My biggest mistake was coming to London thinking I spoke English.
I tried to promote our consulting expertise in 'Corporate Identity'. In a land where pants are trousers, crosswalks are either zebras or pelicans, and suspenders aren't braces (to say nothing of the various definitions of rubbers and fags]), I should have known that 'corporate identity' probably meant 'logos'.
I have since learned my lesson: find out what people think you do before you try to sell it to them, it saves a lot of time and confusion.
There are some very successful British companies that have understood what I call corporate identity for a long time.
They recognise that a company changes over time and should review its identity periodically, to see if people see it as they actually is or as it used to be.
There are others who have been confused by graphic designers borrowing the term 'corporate identity' to refer to a cosmetic means of smartening up a company's appearance.

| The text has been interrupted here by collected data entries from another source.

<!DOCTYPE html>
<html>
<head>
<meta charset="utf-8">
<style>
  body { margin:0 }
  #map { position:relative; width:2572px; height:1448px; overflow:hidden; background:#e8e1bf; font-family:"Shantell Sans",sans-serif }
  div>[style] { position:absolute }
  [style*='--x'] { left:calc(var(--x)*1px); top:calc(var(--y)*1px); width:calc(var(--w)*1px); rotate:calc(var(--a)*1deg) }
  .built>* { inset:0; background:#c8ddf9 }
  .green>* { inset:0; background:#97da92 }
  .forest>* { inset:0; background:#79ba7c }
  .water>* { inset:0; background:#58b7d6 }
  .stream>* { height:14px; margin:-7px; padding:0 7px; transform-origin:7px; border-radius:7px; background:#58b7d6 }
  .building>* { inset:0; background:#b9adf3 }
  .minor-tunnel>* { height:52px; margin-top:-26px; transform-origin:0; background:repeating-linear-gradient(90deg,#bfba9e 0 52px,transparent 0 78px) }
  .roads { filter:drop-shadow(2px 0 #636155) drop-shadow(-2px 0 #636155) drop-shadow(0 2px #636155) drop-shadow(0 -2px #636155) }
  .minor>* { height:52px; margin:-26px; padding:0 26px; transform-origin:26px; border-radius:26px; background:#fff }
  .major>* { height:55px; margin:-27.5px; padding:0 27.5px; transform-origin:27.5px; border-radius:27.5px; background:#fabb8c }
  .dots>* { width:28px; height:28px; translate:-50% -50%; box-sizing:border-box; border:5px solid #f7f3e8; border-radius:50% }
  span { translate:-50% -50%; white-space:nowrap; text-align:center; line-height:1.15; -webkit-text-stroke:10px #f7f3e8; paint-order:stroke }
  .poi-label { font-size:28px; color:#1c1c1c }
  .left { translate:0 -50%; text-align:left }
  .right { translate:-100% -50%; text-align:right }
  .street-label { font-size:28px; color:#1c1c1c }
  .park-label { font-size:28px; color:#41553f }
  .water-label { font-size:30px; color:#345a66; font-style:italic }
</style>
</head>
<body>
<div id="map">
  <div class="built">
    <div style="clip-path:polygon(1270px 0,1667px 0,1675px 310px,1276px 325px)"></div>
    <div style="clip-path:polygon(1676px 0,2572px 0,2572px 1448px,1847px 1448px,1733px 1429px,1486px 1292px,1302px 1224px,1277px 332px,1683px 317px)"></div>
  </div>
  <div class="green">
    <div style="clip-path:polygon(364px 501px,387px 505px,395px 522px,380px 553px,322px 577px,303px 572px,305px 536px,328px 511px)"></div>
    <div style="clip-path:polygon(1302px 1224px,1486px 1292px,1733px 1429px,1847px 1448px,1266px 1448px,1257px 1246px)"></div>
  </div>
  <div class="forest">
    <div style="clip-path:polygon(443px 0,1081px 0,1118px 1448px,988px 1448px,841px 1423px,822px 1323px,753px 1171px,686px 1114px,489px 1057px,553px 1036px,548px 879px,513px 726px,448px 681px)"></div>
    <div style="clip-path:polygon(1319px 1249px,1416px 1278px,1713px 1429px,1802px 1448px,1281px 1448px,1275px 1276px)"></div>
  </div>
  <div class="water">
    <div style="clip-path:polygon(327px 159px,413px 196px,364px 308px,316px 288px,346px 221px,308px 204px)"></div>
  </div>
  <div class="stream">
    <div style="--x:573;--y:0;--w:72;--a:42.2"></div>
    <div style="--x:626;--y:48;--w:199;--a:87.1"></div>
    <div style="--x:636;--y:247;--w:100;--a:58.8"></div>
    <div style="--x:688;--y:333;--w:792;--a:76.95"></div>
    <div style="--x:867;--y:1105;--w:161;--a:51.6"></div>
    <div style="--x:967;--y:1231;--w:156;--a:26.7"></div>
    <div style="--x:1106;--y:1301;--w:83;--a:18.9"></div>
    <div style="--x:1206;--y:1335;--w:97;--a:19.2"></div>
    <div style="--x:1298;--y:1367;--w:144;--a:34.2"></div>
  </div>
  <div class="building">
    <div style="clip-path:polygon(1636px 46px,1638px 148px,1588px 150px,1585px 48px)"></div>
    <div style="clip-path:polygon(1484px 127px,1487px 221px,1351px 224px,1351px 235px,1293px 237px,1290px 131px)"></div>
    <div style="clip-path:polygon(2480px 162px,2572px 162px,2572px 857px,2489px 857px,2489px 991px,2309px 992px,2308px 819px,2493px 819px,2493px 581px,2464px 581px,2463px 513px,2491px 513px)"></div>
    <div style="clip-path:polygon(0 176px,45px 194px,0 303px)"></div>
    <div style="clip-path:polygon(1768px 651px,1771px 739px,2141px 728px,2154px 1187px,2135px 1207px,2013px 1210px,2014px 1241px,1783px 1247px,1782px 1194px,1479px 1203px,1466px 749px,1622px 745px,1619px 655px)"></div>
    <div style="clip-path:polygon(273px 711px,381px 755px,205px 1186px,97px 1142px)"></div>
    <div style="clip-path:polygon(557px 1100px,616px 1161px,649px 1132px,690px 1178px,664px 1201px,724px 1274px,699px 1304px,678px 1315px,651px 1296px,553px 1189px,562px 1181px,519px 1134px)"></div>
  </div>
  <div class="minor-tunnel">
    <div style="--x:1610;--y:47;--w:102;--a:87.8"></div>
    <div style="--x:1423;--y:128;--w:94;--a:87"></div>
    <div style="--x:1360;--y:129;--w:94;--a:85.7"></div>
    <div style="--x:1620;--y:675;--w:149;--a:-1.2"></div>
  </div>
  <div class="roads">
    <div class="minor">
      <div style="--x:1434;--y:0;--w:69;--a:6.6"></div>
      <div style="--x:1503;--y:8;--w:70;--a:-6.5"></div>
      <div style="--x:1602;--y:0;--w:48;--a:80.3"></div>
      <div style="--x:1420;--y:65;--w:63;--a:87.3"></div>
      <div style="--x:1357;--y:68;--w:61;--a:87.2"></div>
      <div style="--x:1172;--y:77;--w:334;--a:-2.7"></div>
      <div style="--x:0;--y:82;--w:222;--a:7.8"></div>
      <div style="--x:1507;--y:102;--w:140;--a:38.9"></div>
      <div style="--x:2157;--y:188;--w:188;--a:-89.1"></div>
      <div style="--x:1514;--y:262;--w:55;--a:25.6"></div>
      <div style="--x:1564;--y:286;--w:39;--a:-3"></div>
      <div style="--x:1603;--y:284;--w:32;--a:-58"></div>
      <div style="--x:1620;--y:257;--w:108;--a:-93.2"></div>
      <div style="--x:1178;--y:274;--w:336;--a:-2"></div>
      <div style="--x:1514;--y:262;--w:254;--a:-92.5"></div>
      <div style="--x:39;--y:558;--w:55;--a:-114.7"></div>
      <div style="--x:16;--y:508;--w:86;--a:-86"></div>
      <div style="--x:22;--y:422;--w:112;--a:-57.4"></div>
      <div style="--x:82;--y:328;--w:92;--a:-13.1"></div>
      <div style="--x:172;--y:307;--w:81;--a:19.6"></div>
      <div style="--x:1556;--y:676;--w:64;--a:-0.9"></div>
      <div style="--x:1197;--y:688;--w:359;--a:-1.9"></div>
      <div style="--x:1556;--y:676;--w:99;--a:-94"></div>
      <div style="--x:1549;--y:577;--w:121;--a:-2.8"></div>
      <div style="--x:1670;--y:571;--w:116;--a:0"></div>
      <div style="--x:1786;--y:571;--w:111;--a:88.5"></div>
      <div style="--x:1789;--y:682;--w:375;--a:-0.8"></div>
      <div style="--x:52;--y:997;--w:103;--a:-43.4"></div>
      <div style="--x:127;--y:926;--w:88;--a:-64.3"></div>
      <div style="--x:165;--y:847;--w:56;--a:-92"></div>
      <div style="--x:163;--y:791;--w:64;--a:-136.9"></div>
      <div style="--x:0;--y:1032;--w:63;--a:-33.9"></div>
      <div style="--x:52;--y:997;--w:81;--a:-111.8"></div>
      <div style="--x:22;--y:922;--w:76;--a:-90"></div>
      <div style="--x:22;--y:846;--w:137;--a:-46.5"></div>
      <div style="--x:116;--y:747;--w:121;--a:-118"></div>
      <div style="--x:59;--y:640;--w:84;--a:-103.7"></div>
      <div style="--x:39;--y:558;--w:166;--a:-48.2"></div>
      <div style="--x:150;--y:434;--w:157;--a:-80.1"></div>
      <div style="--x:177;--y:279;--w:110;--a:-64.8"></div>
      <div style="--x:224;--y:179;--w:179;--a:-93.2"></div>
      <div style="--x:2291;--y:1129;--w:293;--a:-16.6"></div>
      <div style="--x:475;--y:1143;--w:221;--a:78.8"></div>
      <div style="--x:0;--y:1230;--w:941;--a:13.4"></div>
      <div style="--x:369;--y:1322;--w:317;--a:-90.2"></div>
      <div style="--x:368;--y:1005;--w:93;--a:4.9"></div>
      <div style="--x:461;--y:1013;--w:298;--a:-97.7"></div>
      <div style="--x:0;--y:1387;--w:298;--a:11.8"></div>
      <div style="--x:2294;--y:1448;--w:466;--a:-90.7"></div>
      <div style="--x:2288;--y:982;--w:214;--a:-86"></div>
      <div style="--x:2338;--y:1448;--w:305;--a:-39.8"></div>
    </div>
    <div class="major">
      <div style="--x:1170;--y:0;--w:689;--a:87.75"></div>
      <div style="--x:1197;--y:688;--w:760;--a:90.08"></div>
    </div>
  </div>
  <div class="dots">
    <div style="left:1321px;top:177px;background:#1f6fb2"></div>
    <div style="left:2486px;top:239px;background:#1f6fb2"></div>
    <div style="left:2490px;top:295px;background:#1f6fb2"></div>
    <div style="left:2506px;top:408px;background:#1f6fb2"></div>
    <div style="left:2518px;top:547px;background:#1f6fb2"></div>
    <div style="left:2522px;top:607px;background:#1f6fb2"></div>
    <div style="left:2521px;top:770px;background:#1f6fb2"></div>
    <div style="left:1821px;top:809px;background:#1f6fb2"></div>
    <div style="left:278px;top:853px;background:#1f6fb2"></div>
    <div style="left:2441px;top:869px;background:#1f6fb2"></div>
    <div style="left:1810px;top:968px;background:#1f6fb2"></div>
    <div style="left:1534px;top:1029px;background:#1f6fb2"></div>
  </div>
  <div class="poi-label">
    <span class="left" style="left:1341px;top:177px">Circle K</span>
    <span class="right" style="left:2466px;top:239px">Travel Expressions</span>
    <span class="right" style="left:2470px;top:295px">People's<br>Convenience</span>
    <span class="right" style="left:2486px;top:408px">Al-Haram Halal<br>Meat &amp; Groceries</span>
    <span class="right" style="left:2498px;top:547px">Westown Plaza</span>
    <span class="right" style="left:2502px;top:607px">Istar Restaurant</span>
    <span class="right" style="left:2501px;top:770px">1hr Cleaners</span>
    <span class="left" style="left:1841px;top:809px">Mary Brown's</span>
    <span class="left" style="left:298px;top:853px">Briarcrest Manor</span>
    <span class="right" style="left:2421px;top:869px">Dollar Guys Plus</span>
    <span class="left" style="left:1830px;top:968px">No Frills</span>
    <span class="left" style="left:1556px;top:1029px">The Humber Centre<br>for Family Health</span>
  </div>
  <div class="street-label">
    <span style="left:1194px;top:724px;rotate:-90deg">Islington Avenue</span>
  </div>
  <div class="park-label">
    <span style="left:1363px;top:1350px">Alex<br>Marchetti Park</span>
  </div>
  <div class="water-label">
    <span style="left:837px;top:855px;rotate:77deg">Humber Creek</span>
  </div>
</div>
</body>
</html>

Some of the companies we met with thought they only needed a paint job, and seemed surprised when we talked about a remodelling.
We've been involved in a number of discussions where we've heard such revealing observations by the client as 'Our image isn't very good, we think we need a new identity.'
When we started asking questions about business strategy, plans for European integration, international competition, imminent strategic change - they asked 'What does any of this have to do with our identity?'
After talking to one particularly perplexing client a few weeks ago, I said to my colleagues: 'These people still don't know what we do. They think we only offer design.'
So we've taken a dose of our own medicine - we've changed our identity.
We no longer describe ourselves as corporate identity consultants. We say: 'We're corporate obscurity consultants - we help companies that are misunderstood to get better understood.'
I've tried out this description on about 50 London cabbies and they understand it, so I figure that others will (keep in mind that cabbies are a pretty savvy lot])
You see, corporate obscurity sounds like a disease, something to be avoided. We've even come up with a short description.
'Corporate Obscurity' (n. symptom): A common condition which occurs after organisational change; leading to confusion about a company's scope, structure and focus.
People seem to understand this. To illustrate the point, you have only to point out the fate of 'obscure companies', you know - companies that people either don't know about or have a misunderstanding of, such as Hawker Siddeley, Dowty, British Aerospace, BET.
But if this phrase does not work, we'll find another one.
We cannot make people believe companies are something they are not. But corporate identity - which has always been a misnomer - will become very important in differentiating one company from another, particularly as their products and services become more and more similar, and they have to fight for attention in foreign capital markets.